Ramsés cogió al niño en brazos y lo levantó por encima de su cabeza. Asustada, la criatura estalló en sollozos.

—Es muy tímido —dijo Iset.

El rey colocó a su hijo a horcajadas sobre sus hombros; el miedo de Kha se disipó de prisa y la risa le sucedió.

—Cuatro años… ¡Mi hijo tiene cuatro años! ¿Su ayo está contento de él?

—Lo juzga demasiado serio. Kha juega muy poco y sólo piensa en descifrar jeroglíficos, incluso logra escribir algunos. Ya conoce muchas palabras.

—¡Será escriba antes que yo! Ven a refrescarte; yo voy a enseñarle a nadar.
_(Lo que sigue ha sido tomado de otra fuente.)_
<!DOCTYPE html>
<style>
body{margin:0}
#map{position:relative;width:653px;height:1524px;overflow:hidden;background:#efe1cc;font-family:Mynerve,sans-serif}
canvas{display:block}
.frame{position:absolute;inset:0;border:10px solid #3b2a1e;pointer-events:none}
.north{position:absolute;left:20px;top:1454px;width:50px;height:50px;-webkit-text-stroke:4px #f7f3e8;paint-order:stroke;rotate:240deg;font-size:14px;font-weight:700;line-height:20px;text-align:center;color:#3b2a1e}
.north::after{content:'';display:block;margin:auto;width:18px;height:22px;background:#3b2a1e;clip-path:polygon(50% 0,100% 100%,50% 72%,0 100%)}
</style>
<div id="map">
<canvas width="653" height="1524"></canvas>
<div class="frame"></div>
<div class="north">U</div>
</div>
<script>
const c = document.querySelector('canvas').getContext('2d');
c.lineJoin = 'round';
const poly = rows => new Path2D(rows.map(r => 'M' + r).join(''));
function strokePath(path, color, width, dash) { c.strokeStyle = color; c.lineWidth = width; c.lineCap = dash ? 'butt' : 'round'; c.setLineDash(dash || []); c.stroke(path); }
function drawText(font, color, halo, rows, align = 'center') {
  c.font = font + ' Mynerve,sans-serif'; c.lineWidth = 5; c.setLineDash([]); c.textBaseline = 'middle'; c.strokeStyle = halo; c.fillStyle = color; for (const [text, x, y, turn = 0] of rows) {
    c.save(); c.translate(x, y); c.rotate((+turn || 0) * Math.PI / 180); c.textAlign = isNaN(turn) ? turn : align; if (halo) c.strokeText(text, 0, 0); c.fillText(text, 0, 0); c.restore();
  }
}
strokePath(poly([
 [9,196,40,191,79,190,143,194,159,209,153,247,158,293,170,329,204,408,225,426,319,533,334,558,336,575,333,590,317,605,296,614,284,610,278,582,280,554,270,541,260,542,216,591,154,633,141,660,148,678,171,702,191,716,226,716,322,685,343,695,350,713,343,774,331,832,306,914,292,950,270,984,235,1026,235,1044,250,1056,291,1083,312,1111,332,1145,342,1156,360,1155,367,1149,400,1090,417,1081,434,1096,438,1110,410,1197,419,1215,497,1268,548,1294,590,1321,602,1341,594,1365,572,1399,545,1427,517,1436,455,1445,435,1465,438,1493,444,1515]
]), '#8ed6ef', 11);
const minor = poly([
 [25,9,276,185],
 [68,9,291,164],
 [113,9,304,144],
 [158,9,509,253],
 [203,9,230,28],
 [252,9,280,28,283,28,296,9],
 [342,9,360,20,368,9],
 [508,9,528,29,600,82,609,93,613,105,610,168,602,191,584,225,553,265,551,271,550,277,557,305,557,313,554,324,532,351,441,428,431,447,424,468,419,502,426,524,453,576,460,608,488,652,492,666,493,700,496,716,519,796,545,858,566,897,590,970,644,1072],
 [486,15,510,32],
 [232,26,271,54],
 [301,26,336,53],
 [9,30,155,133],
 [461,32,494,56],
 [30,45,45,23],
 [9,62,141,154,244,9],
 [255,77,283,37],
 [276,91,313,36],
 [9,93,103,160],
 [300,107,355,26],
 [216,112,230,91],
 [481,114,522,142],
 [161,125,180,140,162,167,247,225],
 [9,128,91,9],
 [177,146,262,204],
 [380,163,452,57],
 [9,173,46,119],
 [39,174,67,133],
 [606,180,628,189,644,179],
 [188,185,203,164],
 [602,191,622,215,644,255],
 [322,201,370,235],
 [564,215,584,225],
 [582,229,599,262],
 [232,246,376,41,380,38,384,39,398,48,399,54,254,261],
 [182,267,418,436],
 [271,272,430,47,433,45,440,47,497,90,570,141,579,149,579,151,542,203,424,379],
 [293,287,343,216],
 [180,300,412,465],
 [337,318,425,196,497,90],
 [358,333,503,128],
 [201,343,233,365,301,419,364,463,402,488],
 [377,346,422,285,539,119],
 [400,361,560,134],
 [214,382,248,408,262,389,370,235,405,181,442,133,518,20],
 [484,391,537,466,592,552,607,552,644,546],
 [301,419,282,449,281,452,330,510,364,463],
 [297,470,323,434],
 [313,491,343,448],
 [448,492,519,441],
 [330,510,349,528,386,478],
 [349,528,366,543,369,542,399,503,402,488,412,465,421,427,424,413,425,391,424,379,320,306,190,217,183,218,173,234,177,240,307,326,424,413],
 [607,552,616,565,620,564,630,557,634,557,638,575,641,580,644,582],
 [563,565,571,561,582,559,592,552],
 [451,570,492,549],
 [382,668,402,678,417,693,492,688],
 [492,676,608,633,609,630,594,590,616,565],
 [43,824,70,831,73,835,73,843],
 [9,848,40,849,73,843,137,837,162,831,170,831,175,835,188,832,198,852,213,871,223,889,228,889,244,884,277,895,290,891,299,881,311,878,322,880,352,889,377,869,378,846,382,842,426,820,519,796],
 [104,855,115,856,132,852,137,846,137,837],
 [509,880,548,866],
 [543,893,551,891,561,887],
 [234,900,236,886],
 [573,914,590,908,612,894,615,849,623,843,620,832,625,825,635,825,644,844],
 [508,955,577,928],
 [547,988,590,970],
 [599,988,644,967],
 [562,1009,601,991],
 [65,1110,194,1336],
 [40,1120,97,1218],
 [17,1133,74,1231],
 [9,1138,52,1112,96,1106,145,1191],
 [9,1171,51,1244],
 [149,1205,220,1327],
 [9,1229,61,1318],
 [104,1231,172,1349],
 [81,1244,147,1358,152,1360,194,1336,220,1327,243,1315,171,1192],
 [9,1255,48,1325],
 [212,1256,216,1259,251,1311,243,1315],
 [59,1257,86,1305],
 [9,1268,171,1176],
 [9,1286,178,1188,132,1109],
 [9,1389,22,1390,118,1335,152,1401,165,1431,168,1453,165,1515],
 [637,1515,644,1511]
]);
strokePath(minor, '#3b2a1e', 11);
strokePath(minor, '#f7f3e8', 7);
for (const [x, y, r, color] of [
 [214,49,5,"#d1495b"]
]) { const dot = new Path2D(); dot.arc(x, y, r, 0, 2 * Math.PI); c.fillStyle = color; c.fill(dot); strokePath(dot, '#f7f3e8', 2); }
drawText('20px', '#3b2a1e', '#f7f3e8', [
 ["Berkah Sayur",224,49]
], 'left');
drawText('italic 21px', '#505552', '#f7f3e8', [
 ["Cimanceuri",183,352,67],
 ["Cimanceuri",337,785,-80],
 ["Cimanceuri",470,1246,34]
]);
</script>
—Ella… ¿Nefertari está ahí?

—Por supuesto.

—¿Por qué me mantienes apartada como a una extraña? Sin mí, ¡estarías muerto!

—¿Qué quieres decir?

—¿No ha sido mi carta la que te advirtió de la conspiración que se tramaba contra ti?

—¿De qué me hablas?

Iset la Bella bajó la cabeza.

—Durante algunas noches demasiado dolorosas, es cierto, he sufrido por mi soledad y tu abandono. Pero jamás he dejado de amarte y me negué a aliarme con los miembros de tu propia familia que habían decidido perjudicarte.

—Tu carta no me llegó.

Iset palideció.

—Entonces, ¿has creído que también yo me contaba entre tus numerosos adversarios?

—¿Me he equivocado?

—Sí, ¡te has equivocado! ¡Juro, sobre el nombre del faraón, que no te he traicionado!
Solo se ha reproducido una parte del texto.